Running a business entails so much work selling, delivering, and planning that precise financial tracking throughout the year is challenging. Despite having a sound bookkeeping system in place to facilitate judicious financial records, the process is unlikely to proceed without a hitch.

Most mistakes are a consequence of incomplete information when bookkeeping data entry is performed. Lost receipts or forgotten details about specific purchases are omissions any busy entrepreneur can experience. But the start of a new calendar year is the time to locate missing information and clean up the books before presenting them to your accountant for income tax return preparation.

Repair Financial Balances

Start with the business balance sheet. This report shows all the assets and liabilities of your business. These numbers correlate with the vital tax-related amounts of business profit and owner capital. Business owners can easily verify figures on the balance sheet for accounts with financial institutions by reconciling them to their account statements. Reconciling bank accounts and credit cards are standard bookkeeping procedures.

A frequently neglected area is fixed assets, such as machinery, equipment, buildings, and leasehold improvements to rented space. Not all amounts spent on equipment or a building should be added as fixed assets on the balance sheet. Some costs are low enough to expense as small tools or repairs. Your accountant can provide the income tax standards regarding which expenditures to categorize as fixed assets. Providing your bookkeeper with these rules permits easy year-end reclassification of amounts that might have earlier been misclassified as fixed assets.

Other areas to diagnose are accrued tax liabilities and long-term loans. Such liabilities as payroll taxes and sales tax should match remittances your business is scheduled to make. They are verifiable against records in other systems, such as payroll summary reports and sales reports.

Loan payments during the year include both interest and principal repayments. A loan history statement from the lender ensures all interest is deducted as an expense, with the remainder of payments applying to a loan account on the balance sheet.

Examine More than Profit

On the business income statement, make sure the correct amounts have been posted for payroll. One expense category should report total gross wages, not merely the sum of net paychecks. A different account covers the business part of payroll taxes. This excludes taxes withheld from employee pay, which are simply part of the gross wages.

Conduct a general cleanup of accounts. Combine accounts that duplicate the same expense category using slightly different names. Don’t have too much labeled as simply “miscellaneous” expenses. Determine the correct classifications for any entries in so-called suspense accounts with names such as “Ask Later.”

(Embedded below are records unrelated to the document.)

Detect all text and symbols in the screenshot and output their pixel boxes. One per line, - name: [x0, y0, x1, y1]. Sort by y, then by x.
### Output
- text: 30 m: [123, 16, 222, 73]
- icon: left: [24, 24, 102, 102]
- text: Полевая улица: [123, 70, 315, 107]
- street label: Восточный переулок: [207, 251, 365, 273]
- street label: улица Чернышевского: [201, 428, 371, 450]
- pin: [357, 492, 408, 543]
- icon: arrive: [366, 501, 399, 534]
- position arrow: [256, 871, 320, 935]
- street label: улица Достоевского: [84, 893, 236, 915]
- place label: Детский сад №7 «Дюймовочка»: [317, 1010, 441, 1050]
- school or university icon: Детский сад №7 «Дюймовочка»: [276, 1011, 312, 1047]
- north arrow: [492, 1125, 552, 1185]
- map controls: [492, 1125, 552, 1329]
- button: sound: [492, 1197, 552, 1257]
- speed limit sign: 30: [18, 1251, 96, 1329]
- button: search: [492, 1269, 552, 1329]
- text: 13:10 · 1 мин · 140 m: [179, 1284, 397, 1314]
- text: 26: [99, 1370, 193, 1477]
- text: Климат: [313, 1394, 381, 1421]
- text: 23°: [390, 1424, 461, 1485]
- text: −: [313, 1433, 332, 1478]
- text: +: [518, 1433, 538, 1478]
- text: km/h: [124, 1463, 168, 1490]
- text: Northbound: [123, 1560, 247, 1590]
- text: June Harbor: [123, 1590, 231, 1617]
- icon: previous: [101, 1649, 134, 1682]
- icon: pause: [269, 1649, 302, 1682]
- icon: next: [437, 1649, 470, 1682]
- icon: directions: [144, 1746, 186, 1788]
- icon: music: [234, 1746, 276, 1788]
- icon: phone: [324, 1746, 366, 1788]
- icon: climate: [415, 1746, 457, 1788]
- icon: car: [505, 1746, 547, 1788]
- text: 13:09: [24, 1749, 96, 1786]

You should also provide your bookkeeper with information on any business expenses paid with personal money. These are recorded as if the business had paid for them directly.

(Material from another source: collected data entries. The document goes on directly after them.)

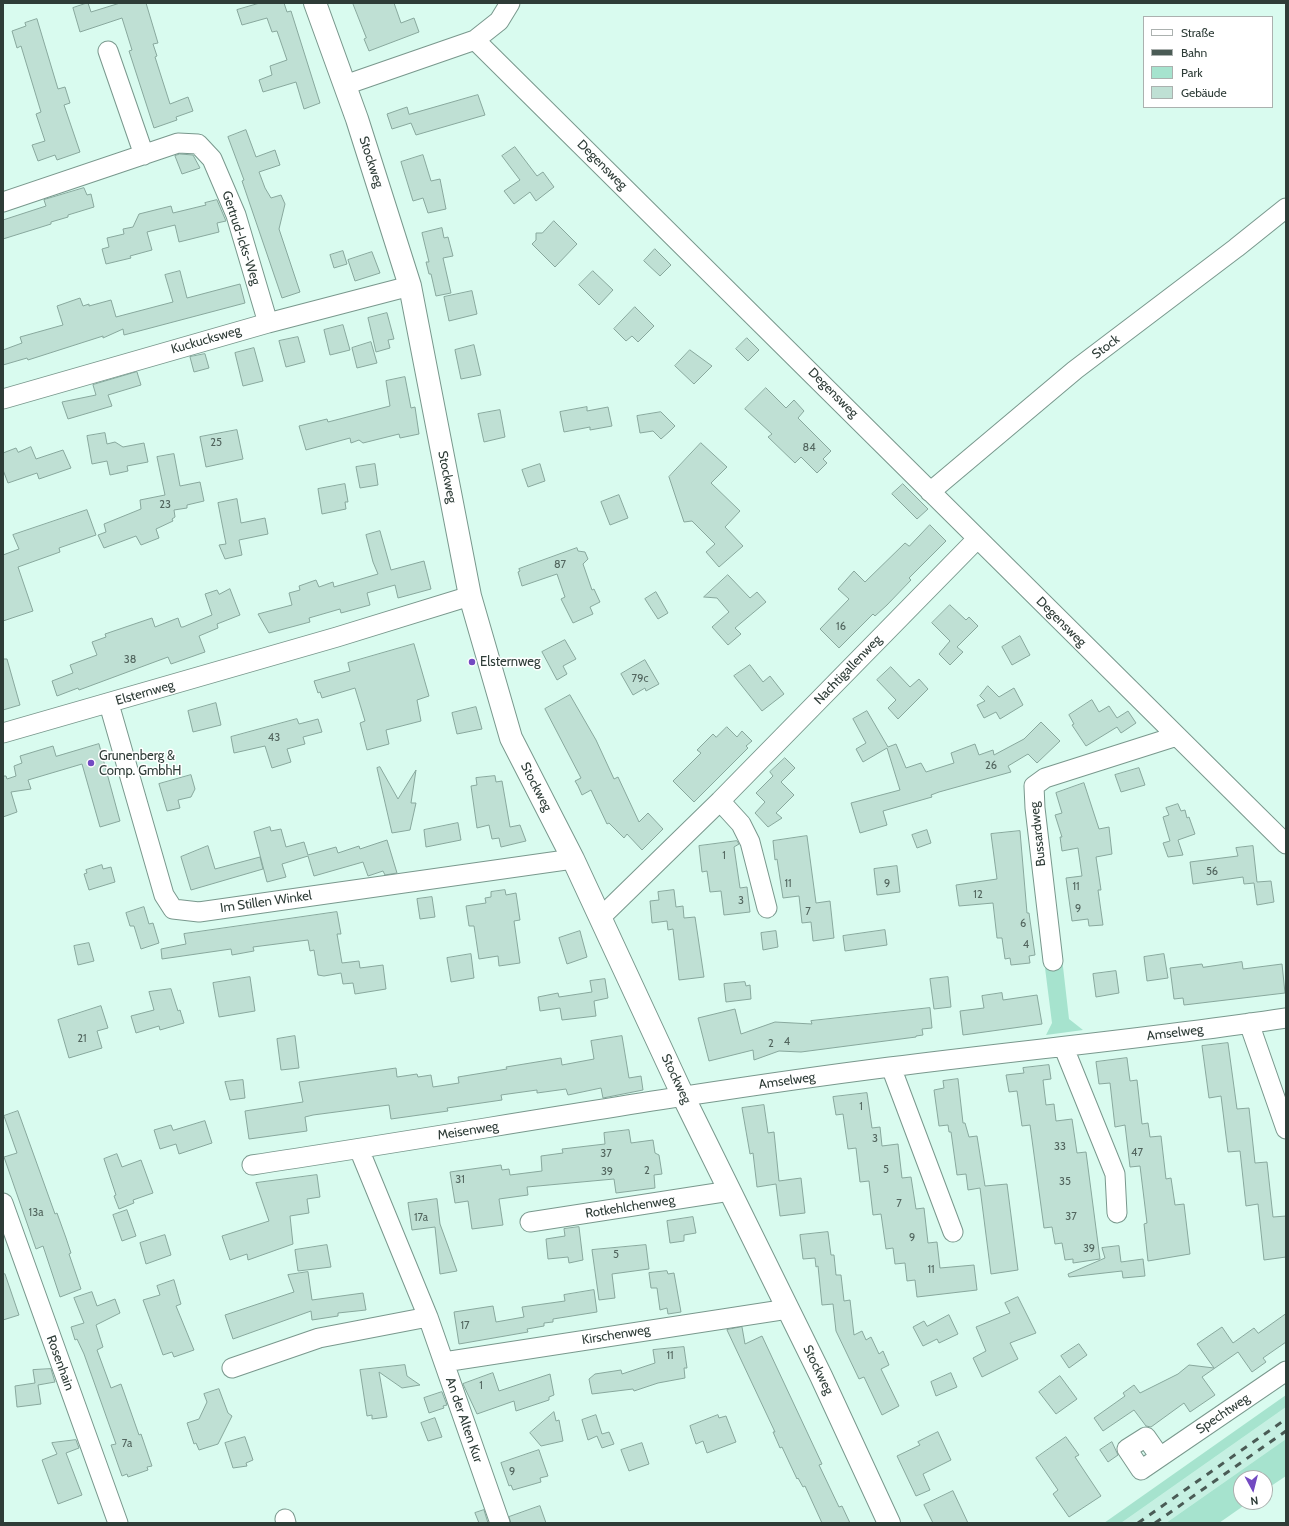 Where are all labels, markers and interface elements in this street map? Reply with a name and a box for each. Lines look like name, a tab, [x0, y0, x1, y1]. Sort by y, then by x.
legend	[1143, 16, 1273, 108]
text: Straße	[1181, 25, 1214, 40]
text: Bahn	[1181, 45, 1207, 60]
text: Park	[1181, 65, 1203, 80]
text: Gebäude	[1181, 85, 1227, 100]
street label: Stockweg	[355, 134, 387, 190]
street label: Degensweg	[574, 137, 630, 193]
street label: Gertrud-Icks-Weg	[218, 189, 264, 287]
street label: Kuckucksweg	[169, 323, 243, 357]
street label: Stock	[1089, 332, 1123, 362]
street label: Degensweg	[805, 365, 861, 421]
house number: 25	[210, 436, 222, 450]
house number: 84	[802, 441, 816, 455]
street label: Stockweg	[434, 449, 460, 505]
house number: 23	[159, 498, 171, 512]
house number: 87	[554, 558, 566, 572]
street label: Degensweg	[1033, 594, 1089, 650]
house number: 16	[836, 620, 846, 634]
street label: Nachtigallenweg	[811, 632, 885, 708]
house number: 38	[124, 653, 136, 667]
place label: Elsternweg	[480, 654, 540, 670]
marker: Elsternweg	[467, 657, 477, 667]
house number: 79c	[632, 672, 648, 686]
street label: Elsternweg	[114, 677, 176, 709]
house number: 43	[268, 731, 280, 745]
place label: Grunenberg & Comp. GmbhH	[99, 748, 182, 779]
marker: Grunenberg & Comp. GmbhH	[86, 758, 96, 768]
house number: 26	[985, 759, 997, 773]
street label: Stockweg	[517, 760, 555, 814]
street label: Bussardweg	[1027, 801, 1049, 867]
house number: 1	[722, 849, 726, 863]
house number: 56	[1206, 865, 1218, 879]
house number: 11	[784, 877, 792, 891]
house number: 9	[884, 877, 890, 891]
house number: 11	[1072, 880, 1080, 894]
street label: Im Stillen Winkel	[219, 888, 313, 916]
house number: 12	[973, 888, 983, 902]
house number: 3	[738, 894, 744, 908]
house number: 9	[1075, 902, 1081, 916]
house number: 7	[805, 905, 811, 919]
house number: 6	[1020, 917, 1026, 931]
house number: 4	[1023, 938, 1029, 952]
street label: Amselweg	[1146, 1022, 1204, 1044]
house number: 21	[77, 1032, 87, 1046]
house number: 4	[784, 1035, 790, 1049]
house number: 2	[768, 1037, 774, 1051]
street label: Stockweg	[658, 1052, 694, 1106]
street label: Amselweg	[758, 1069, 816, 1093]
house number: 1	[859, 1100, 863, 1114]
street label: Meisenweg	[436, 1118, 500, 1144]
house number: 3	[872, 1132, 878, 1146]
house number: 33	[1054, 1140, 1066, 1154]
house number: 47	[1131, 1146, 1143, 1160]
house number: 37	[600, 1147, 612, 1161]
house number: 5	[883, 1163, 889, 1177]
house number: 2	[644, 1164, 650, 1178]
house number: 39	[601, 1165, 613, 1179]
house number: 31	[455, 1173, 465, 1187]
house number: 35	[1059, 1175, 1071, 1189]
street label: Rotkehlchenweg	[584, 1192, 676, 1222]
house number: 7	[896, 1197, 902, 1211]
house number: 13a	[29, 1206, 43, 1220]
house number: 37	[1065, 1210, 1077, 1224]
house number: 17a	[414, 1211, 428, 1225]
house number: 9	[909, 1231, 915, 1245]
house number: 39	[1083, 1242, 1095, 1256]
house number: 5	[613, 1248, 619, 1262]
house number: 11	[927, 1263, 935, 1277]
house number: 17	[460, 1319, 470, 1333]
street label: Kirschenweg	[581, 1322, 651, 1348]
street label: Rosenhain	[43, 1333, 77, 1393]
street label: Stockweg	[799, 1343, 837, 1397]
house number: 11	[666, 1349, 674, 1363]
street label: An der Alten Kur	[442, 1375, 486, 1465]
house number: 1	[479, 1379, 483, 1393]
street label: Spechtweg	[1193, 1390, 1253, 1438]
house number: 7a	[122, 1437, 132, 1451]
house number: 9	[509, 1465, 515, 1479]
north arrow	[1233, 1470, 1273, 1510]
text: N	[1250, 1493, 1259, 1508]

Overall, make sure to identify and confirm the validity of every number on financial statements. Some accounts may have been created during the year for expediency pending more detailed information. Explanations to the bookkeeper about unclear transactions are a responsibility of the business owner. In other words, don’t leave your tax accountant wondering about mystery figures.

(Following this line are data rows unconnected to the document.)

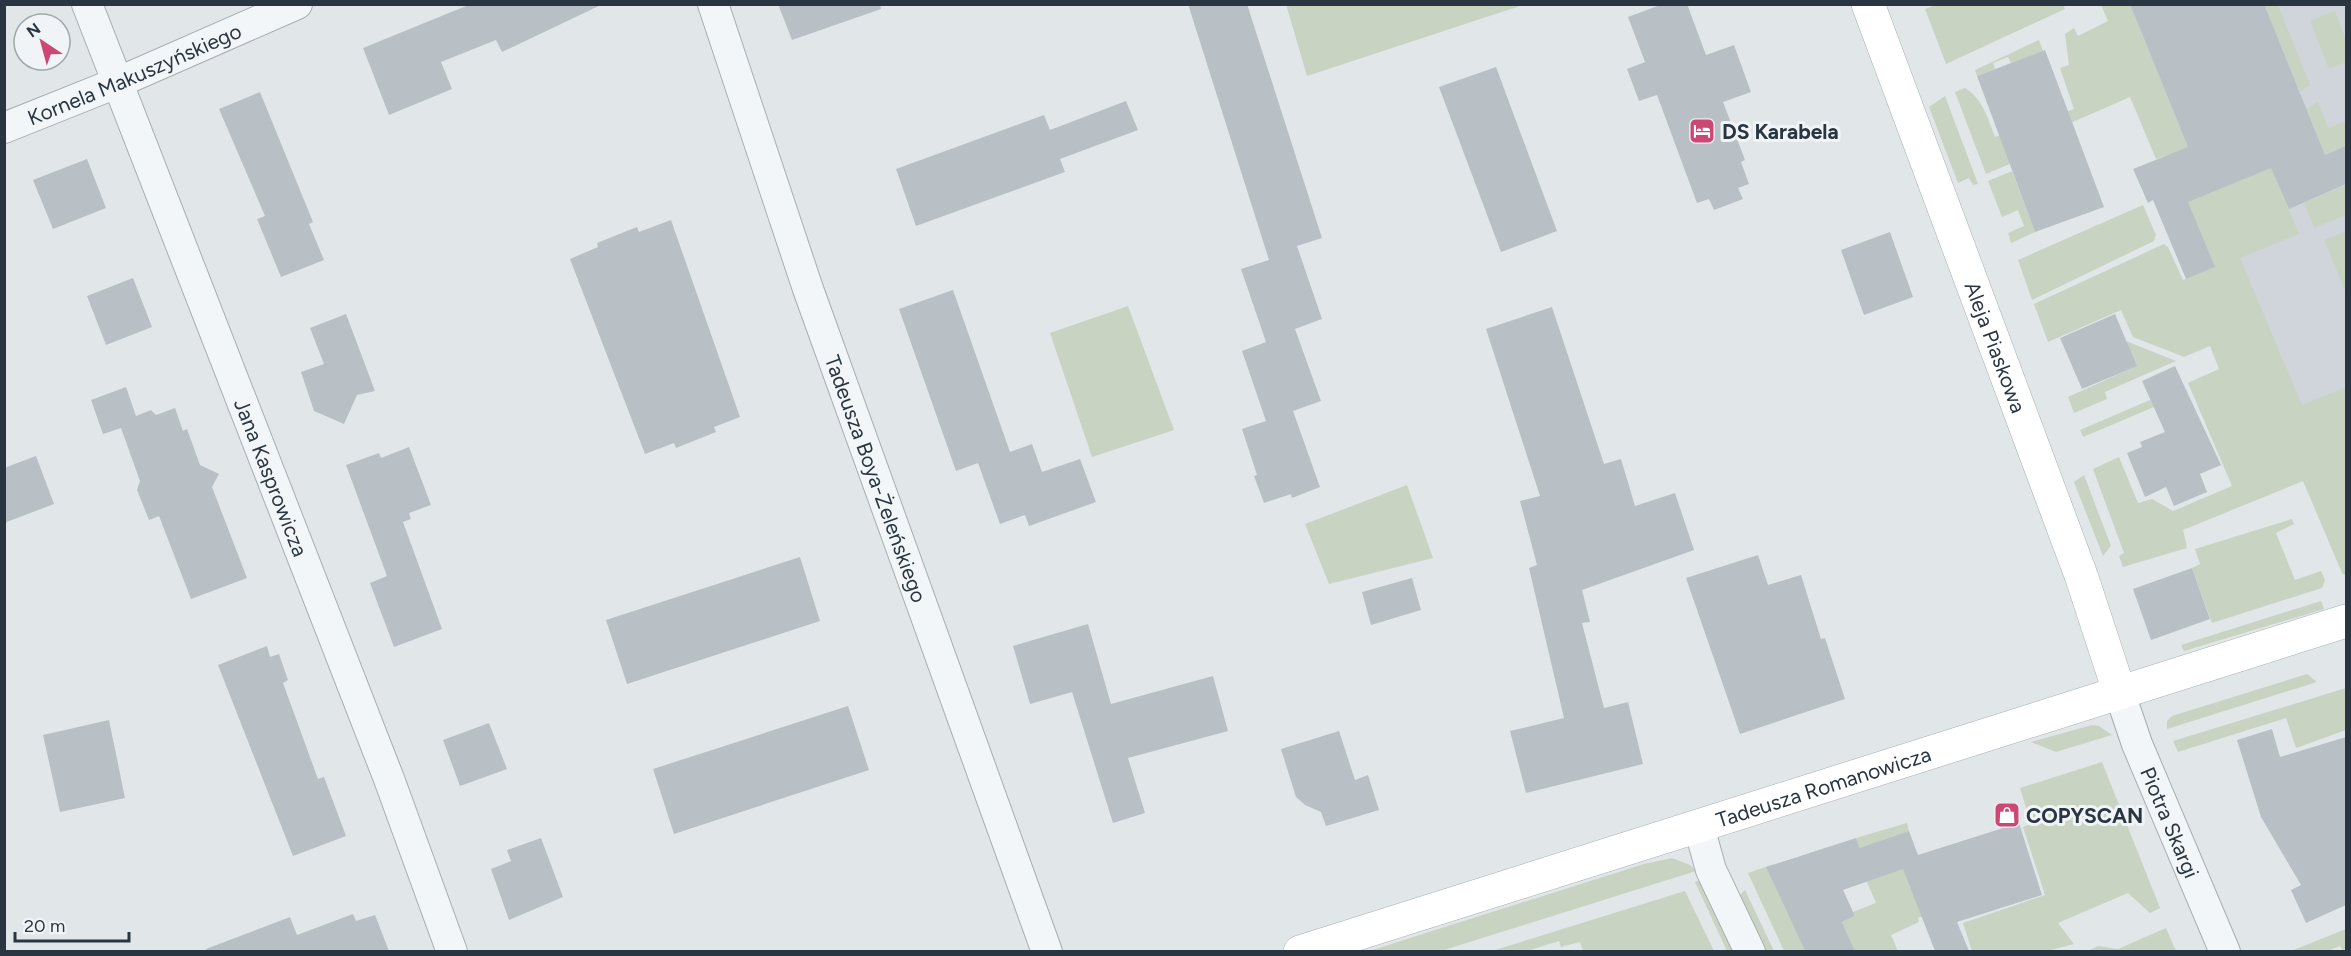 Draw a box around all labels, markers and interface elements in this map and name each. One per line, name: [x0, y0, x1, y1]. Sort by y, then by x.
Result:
north arrow: [12, 12, 72, 72]
street label: Kornela Makuszyńskiego: [24, 18, 245, 130]
text: N: [23, 19, 44, 42]
hotel icon: DS Karabela: [1687, 116, 1717, 146]
place label: DS Karabela: [1722, 119, 1839, 144]
street label: Aleja Piaskowa: [1960, 278, 2032, 416]
street label: Tadeusza Boya-Żeleńskiego: [820, 352, 932, 606]
street label: Jana Kasprowicza: [229, 395, 314, 560]
street label: Tadeusza Romanowicza: [1713, 741, 1934, 832]
street label: Piotra Skargi: [2136, 763, 2205, 882]
shop icon: COPYSCAN: [1992, 800, 2022, 830]
place label: COPYSCAN: [2026, 803, 2143, 828]
scale bar: [15, 905, 129, 943]
text: 20 m: [24, 915, 65, 937]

Start the New Year Right with a Review of Bank Reconciliation

The most important step an entrepreneur can take to ensure all revenue and expenses are recorded in the books is a reconciliation of the bookkeeping to bank records. Unexplained discrepancies between the cash balance on the books and the bank statements are a by-product of missing or inaccurate financial information. The result is questionable recorded profit.

After the prior year’s end, it is ideal to uncover legitimate reasons for the books to differ from a bank statement. A bank account on the balance sheet of your business from last month may show a different amount than last month’s bank statement. Some checks you’ve written may be outstanding, or deposits on the final day of the month might have been unprocessed when the bank statement was produced.

The reconciliation process locates previously missing transactions, such as bank charges, electronic remittances, and unrecorded deposits. But a business owner must scrutinize the reconciliation report to determine if further adjustments are needed.

Checks written long ago that have not yet cleared your bank account are known as stale checks. Any of these outstanding checks from more than a year ago should be removed from the business books with a journal entry dated in the current year. The business has ultimately not incurred these costs since the money never left the bank account.

The only deposits that should be missing from the bank statement are those you made at the end of the statement period. Older unreconciled deposits are indicative of errors or duplications and should be investigated.

Maintaining these current reconciliations will put you in a good position to start the year on solid financial footing.